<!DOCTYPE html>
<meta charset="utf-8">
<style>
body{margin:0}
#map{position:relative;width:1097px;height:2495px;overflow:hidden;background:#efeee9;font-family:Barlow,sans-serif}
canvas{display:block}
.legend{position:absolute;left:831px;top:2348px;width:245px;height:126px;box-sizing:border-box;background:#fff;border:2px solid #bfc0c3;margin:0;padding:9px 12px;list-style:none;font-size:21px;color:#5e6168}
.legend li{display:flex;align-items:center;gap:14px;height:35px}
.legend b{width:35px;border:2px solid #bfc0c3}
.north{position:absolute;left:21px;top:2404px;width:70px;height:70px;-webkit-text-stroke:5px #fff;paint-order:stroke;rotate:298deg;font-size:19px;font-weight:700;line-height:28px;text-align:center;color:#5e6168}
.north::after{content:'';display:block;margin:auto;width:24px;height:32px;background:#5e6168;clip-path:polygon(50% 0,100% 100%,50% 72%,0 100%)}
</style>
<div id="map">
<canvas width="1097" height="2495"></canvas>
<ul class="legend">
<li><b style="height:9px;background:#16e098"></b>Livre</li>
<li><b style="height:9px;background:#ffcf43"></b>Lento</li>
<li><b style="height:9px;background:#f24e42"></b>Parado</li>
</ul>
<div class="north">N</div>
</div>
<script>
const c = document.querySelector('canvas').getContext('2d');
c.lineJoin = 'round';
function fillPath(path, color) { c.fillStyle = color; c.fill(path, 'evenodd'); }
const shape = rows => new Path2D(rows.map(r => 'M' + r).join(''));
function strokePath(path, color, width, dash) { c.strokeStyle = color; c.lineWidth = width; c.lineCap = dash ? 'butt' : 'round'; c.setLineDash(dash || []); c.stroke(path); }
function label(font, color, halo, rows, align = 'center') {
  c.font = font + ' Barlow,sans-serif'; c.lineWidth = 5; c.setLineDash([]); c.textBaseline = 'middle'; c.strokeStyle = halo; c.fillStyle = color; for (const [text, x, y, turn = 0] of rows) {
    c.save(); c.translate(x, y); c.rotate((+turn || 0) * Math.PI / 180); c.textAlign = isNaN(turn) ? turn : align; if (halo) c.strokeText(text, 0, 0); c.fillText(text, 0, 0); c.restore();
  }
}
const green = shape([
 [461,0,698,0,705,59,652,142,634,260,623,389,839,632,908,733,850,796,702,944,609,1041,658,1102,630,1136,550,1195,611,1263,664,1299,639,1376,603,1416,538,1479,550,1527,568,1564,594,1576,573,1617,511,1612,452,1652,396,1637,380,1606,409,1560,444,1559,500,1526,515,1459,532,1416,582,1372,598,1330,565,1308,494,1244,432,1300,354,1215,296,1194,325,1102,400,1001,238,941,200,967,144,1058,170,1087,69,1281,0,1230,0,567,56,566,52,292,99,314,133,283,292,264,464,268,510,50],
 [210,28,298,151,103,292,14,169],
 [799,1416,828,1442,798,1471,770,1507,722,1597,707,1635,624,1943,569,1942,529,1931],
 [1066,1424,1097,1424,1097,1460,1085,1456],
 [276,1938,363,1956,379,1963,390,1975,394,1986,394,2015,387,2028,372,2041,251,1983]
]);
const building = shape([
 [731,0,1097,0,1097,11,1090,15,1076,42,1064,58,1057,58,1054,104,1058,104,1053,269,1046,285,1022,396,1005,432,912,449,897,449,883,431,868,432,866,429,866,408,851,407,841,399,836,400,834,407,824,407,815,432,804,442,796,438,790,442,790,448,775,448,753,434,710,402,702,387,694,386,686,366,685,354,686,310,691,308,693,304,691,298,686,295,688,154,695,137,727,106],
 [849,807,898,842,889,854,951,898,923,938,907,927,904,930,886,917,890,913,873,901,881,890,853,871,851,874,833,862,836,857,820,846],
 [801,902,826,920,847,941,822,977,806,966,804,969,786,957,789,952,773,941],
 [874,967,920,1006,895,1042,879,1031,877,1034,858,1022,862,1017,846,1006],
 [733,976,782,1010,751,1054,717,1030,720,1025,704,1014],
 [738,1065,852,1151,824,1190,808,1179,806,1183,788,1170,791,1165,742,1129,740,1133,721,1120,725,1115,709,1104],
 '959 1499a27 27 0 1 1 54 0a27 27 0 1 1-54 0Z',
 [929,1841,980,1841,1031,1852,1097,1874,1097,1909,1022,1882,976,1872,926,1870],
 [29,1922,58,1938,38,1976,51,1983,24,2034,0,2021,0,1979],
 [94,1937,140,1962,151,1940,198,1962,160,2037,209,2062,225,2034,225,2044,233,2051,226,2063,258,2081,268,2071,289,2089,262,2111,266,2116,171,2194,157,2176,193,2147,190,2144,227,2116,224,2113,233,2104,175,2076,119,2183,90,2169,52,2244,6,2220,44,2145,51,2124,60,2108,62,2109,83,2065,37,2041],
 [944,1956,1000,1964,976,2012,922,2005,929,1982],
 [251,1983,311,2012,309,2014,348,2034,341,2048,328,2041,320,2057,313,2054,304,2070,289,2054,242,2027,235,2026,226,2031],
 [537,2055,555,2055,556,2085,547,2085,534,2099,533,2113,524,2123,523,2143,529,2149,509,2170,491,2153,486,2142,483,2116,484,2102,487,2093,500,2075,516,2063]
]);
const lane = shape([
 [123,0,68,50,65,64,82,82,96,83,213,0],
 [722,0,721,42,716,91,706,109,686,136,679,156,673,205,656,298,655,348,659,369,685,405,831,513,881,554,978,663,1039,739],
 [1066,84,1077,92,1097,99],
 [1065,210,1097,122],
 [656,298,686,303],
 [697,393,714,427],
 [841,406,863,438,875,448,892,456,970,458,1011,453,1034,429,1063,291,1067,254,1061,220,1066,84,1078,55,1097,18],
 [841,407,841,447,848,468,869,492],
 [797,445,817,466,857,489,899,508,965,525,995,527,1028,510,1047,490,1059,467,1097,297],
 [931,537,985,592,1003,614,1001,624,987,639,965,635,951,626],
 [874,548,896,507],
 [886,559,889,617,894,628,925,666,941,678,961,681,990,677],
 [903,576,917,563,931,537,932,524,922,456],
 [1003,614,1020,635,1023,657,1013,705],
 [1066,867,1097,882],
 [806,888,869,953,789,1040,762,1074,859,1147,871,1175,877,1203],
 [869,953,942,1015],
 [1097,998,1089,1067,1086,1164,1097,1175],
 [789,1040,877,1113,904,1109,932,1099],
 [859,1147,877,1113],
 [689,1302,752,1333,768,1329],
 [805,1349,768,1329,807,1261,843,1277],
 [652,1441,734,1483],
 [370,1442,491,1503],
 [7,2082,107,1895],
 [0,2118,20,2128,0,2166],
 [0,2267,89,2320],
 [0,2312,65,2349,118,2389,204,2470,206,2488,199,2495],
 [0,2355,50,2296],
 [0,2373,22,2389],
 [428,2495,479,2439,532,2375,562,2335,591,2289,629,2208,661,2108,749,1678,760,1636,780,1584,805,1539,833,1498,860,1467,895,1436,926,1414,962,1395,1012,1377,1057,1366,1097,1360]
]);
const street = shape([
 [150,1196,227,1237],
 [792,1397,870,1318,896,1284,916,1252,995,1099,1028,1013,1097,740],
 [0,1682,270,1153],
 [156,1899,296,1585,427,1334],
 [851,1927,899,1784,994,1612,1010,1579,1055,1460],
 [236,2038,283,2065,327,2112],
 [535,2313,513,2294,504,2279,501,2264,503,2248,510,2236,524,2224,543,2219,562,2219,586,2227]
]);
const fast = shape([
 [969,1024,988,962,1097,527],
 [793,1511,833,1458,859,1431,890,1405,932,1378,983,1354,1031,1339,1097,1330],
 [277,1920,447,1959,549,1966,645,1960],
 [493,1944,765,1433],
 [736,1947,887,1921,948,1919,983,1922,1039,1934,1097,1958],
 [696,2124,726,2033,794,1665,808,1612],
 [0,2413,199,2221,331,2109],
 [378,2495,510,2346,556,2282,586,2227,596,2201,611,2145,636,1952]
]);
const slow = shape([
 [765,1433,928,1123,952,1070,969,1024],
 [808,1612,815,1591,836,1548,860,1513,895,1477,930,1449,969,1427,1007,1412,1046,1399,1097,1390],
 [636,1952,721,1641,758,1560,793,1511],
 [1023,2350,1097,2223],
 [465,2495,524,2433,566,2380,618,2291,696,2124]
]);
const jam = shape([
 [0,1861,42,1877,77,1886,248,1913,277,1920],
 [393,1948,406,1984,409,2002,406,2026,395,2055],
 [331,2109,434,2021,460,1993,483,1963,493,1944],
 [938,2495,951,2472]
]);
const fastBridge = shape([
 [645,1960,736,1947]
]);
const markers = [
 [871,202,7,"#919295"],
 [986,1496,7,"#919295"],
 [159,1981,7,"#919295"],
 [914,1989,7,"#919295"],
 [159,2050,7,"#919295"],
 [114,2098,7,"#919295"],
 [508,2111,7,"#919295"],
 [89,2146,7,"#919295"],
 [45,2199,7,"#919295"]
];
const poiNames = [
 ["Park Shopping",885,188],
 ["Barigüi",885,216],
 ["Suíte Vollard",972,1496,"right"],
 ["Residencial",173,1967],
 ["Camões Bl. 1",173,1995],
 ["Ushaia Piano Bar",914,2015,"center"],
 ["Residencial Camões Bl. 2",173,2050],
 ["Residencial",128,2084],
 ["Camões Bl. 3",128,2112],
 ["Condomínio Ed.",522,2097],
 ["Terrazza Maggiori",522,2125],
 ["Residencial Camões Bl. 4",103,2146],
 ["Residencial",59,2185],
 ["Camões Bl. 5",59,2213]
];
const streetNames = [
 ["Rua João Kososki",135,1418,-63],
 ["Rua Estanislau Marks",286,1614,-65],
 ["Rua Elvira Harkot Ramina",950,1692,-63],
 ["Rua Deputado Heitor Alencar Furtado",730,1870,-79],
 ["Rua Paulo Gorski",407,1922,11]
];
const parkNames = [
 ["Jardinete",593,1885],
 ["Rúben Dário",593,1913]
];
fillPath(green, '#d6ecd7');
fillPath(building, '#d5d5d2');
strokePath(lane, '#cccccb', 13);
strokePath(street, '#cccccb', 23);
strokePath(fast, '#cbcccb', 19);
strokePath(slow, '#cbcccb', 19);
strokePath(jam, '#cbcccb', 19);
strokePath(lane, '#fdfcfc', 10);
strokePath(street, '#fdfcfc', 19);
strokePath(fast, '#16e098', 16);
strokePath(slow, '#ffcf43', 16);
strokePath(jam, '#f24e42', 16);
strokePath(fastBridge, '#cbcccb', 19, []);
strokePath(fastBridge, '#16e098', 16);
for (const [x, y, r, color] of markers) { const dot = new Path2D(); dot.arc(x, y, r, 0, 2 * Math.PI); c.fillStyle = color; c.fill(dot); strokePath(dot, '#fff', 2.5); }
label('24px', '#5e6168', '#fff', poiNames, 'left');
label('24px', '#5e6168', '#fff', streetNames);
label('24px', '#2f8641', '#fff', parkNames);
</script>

§ **Task instructions**
Needed here are the exact lines from the start of the material through the line that contains "const c = document.querySelector('canvas').getContext('2d');", and no others.

§ **Task result**
<!DOCTYPE html>
<meta charset="utf-8">
<style>
body{margin:0}
#map{position:relative;width:1097px;height:2495px;overflow:hidden;background:#efeee9;font-family:Barlow,sans-serif}
canvas{display:block}
.legend{position:absolute;left:831px;top:2348px;width:245px;height:126px;box-sizing:border-box;background:#fff;border:2px solid #bfc0c3;margin:0;padding:9px 12px;list-style:none;font-size:21px;color:#5e6168}
.legend li{display:flex;align-items:center;gap:14px;height:35px}
.legend b{width:35px;border:2px solid #bfc0c3}
.north{position:absolute;left:21px;top:2404px;width:70px;height:70px;-webkit-text-stroke:5px #fff;paint-order:stroke;rotate:298deg;font-size:19px;font-weight:700;line-height:28px;text-align:center;color:#5e6168}
.north::after{content:'';display:block;margin:auto;width:24px;height:32px;background:#5e6168;clip-path:polygon(50% 0,100% 100%,50% 72%,0 100%)}
</style>
<div id="map">
<canvas width="1097" height="2495"></canvas>
<ul class="legend">
<li><b style="height:9px;background:#16e098"></b>Livre</li>
<li><b style="height:9px;background:#ffcf43"></b>Lento</li>
<li><b style="height:9px;background:#f24e42"></b>Parado</li>
</ul>
<div class="north">N</div>
</div>
<script>
const c = document.querySelector('canvas').getContext('2d');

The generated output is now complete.